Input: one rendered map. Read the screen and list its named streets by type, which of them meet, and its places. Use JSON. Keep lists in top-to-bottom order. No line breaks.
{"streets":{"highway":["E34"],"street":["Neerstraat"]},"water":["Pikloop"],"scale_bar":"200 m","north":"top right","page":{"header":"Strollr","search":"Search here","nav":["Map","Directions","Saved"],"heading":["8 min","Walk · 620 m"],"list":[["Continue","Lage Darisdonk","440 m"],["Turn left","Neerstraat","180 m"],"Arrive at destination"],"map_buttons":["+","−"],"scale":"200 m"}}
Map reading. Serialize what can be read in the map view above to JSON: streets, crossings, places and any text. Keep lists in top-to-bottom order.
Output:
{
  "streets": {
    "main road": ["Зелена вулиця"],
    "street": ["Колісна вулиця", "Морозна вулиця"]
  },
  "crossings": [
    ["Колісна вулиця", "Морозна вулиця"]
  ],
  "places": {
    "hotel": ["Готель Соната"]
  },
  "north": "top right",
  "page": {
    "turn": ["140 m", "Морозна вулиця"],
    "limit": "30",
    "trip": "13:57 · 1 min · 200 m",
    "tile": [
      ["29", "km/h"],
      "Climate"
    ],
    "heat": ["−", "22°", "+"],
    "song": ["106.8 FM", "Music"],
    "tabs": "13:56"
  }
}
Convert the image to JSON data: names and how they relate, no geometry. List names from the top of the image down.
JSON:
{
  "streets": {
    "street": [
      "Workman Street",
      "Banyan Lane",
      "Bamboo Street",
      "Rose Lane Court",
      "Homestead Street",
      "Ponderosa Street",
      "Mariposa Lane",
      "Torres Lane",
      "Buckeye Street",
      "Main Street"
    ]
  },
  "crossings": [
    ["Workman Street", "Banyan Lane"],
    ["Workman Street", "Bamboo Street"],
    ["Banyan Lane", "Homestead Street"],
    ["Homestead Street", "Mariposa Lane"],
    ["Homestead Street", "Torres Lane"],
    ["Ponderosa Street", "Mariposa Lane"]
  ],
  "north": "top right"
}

=-=-=

Required action :: Write the entries above out again. Match them exactly.

Task response ::
Input: one rendered map. Read the screen and list its named streets by type, which of them meet, and its places. Use JSON. Keep lists in top-to-bottom order. No line breaks.
{"streets":{"highway":["E34"],"street":["Neerstraat"]},"water":["Pikloop"],"scale_bar":"200 m","north":"top right","page":{"header":"Strollr","search":"Search here","nav":["Map","Directions","Saved"],"heading":["8 min","Walk · 620 m"],"list":[["Continue","Lage Darisdonk","440 m"],["Turn left","Neerstraat","180 m"],"Arrive at destination"],"map_buttons":["+","−"],"scale":"200 m"}}
Map reading. Serialize what can be read in the map view above to JSON: streets, crossings, places and any text. Keep lists in top-to-bottom order.
Output:
{
  "streets": {
    "main road": ["Зелена вулиця"],
    "street": ["Колісна вулиця", "Морозна вулиця"]
  },
  "crossings": [
    ["Колісна вулиця", "Морозна вулиця"]
  ],
  "places": {
    "hotel": ["Готель Соната"]
  },
  "north": "top right",
  "page": {
    "turn": ["140 m", "Морозна вулиця"],
    "limit": "30",
    "trip": "13:57 · 1 min · 200 m",
    "tile": [
      ["29", "km/h"],
      "Climate"
    ],
    "heat": ["−", "22°", "+"],
    "song": ["106.8 FM", "Music"],
    "tabs": "13:56"
  }
}
Convert the image to JSON data: names and how they relate, no geometry. List names from the top of the image down.
JSON:
{
  "streets": {
    "street": [
      "Workman Street",
      "Banyan Lane",
      "Bamboo Street",
      "Rose Lane Court",
      "Homestead Street",
      "Ponderosa Street",
      "Mariposa Lane",
      "Torres Lane",
      "Buckeye Street",
      "Main Street"
    ]
  },
  "crossings": [
    ["Workman Street", "Banyan Lane"],
    ["Workman Street", "Bamboo Street"],
    ["Banyan Lane", "Homestead Street"],
    ["Homestead Street", "Mariposa Lane"],
    ["Homestead Street", "Torres Lane"],
    ["Ponderosa Street", "Mariposa Lane"]
  ],
  "north": "top right"
}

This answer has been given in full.